Arresting God in Kathmandu
- Cover art for original 2001 publication
- Author: Samrat Upadhyay
- Language: English
- Genre: Fiction
- Publisher: Houghton Mifflin Harcourt
- Publication date: 2001 AD (2057 BS)
- Publication place: United States
- Media type: Hardcover
- Pages: 191
- Awards: Whiting Writers' Award for Fiction, 2001
- ISBN: 9780618043712

= Arresting God in Kathmandu =

2001 book by Samrat Upadhyay

Arresting God in Kathmandu is the debut book by Nepali-American author Samrat Upadhyay. Published in 2001, Arresting God in Kathmandu was awarded the Whiting Writers' Award for fiction. The book marks the first time a Nepali writer writing in English has been published in the West.

== Synopsis ==
It is a collection of nine short stories that provide a glimpse into everyday life in Kathmandu, Nepal.
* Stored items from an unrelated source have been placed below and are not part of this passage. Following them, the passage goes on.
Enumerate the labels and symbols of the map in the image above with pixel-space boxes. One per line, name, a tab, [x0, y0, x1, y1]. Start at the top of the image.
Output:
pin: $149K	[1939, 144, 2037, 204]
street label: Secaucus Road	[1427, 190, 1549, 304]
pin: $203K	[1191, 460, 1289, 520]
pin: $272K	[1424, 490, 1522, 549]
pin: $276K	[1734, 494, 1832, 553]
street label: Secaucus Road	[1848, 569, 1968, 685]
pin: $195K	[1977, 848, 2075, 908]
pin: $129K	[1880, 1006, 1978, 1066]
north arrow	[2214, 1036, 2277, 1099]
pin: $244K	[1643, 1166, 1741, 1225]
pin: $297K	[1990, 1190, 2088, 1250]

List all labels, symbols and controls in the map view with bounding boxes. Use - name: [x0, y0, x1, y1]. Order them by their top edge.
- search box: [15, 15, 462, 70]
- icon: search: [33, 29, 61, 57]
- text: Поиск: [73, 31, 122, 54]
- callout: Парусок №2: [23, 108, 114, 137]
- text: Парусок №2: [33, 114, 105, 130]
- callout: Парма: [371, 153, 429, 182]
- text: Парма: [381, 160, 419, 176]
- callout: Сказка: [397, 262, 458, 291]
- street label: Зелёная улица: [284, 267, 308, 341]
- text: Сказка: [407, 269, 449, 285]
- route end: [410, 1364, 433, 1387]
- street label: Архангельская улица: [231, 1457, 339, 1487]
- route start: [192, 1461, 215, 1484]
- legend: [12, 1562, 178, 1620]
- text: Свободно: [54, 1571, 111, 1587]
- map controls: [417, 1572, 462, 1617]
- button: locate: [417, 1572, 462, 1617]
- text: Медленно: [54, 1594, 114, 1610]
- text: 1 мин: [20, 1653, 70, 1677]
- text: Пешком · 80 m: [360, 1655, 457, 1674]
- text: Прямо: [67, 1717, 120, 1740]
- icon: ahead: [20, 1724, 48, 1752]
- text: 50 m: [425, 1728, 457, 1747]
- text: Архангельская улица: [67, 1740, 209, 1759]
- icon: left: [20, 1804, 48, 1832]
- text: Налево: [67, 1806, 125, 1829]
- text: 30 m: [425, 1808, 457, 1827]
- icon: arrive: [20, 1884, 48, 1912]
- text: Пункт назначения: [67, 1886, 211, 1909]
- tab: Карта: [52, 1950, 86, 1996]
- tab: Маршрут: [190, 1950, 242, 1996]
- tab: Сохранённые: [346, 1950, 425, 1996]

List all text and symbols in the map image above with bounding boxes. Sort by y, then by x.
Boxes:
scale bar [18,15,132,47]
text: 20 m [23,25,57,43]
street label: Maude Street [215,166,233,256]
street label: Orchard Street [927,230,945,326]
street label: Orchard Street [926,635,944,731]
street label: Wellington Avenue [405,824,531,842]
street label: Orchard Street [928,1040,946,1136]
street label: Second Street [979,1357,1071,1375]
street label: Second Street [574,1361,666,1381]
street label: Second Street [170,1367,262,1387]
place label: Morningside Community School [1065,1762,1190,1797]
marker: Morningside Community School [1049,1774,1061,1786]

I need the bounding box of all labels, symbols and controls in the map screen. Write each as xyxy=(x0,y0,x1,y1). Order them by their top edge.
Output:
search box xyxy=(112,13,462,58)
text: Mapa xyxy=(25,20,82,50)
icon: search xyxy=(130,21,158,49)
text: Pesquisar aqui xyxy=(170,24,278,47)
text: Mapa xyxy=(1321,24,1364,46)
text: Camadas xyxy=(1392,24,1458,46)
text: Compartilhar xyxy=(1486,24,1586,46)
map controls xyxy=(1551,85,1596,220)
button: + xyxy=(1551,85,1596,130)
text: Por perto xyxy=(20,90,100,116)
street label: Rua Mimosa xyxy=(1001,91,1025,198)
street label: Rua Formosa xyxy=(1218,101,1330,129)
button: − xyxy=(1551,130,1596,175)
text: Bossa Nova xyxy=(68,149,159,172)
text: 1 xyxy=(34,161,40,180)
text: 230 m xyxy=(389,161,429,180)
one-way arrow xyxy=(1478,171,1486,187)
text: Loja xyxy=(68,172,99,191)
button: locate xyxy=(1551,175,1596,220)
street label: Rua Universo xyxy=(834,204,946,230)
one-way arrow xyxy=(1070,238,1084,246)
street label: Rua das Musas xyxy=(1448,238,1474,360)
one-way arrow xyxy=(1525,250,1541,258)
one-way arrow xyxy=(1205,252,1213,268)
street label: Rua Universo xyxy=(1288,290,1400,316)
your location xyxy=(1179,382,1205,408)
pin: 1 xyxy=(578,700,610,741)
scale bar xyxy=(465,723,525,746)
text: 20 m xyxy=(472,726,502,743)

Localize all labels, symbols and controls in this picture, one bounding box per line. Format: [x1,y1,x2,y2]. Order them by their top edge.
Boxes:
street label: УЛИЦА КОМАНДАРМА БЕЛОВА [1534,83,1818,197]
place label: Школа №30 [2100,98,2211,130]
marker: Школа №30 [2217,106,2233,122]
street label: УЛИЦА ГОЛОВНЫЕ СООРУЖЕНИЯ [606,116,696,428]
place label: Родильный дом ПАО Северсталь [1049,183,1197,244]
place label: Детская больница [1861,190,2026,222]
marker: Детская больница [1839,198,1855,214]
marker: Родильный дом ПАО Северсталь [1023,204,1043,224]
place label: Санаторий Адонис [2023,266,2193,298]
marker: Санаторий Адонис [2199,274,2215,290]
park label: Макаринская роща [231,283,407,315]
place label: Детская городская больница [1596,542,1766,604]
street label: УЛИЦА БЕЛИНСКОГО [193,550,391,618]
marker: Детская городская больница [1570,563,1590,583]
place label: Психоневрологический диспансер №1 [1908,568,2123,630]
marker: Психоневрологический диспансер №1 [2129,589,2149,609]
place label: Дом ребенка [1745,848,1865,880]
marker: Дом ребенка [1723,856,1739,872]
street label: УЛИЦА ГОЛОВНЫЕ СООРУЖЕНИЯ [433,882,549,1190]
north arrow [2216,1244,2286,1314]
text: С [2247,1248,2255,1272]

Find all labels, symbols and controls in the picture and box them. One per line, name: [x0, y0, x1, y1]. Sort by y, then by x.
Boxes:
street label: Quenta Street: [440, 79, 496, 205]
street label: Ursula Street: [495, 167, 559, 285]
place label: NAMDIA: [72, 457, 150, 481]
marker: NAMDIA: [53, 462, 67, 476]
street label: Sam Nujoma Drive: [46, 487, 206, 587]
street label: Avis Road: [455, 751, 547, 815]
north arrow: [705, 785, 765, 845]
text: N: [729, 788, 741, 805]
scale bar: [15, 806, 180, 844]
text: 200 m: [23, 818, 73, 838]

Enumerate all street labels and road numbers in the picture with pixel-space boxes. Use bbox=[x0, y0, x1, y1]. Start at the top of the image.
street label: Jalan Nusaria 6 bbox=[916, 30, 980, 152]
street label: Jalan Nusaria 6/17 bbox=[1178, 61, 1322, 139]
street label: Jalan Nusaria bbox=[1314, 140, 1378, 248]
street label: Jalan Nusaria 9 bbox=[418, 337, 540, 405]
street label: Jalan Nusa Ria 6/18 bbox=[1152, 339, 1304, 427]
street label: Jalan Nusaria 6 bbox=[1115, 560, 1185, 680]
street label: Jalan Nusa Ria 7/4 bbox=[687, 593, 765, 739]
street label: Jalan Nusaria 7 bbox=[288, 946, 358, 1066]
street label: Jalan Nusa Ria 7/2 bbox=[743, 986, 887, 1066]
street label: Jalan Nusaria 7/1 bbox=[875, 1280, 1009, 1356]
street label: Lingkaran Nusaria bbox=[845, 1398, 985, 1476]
The stories included in the books are:
1. The Good Shopkeeper
2. The Cooking Poet
3. Deepak Misra's Secretary
4. The Limping Bride
5. During the Festival
6. The Room Next Door
7. The Man with Long Hair
8. This World
9. A Great Man's House

==Reception==
Publishers Weekly calls Upadhyay's writing "assured and simple", concluding that "Upadhyay anchors small yet potent epiphanies in a place called Kathmandu, and quietly calls it home." On the other hand, Kirkus Reviews called the book a collection of "diverting if sometimes lukewarm tales."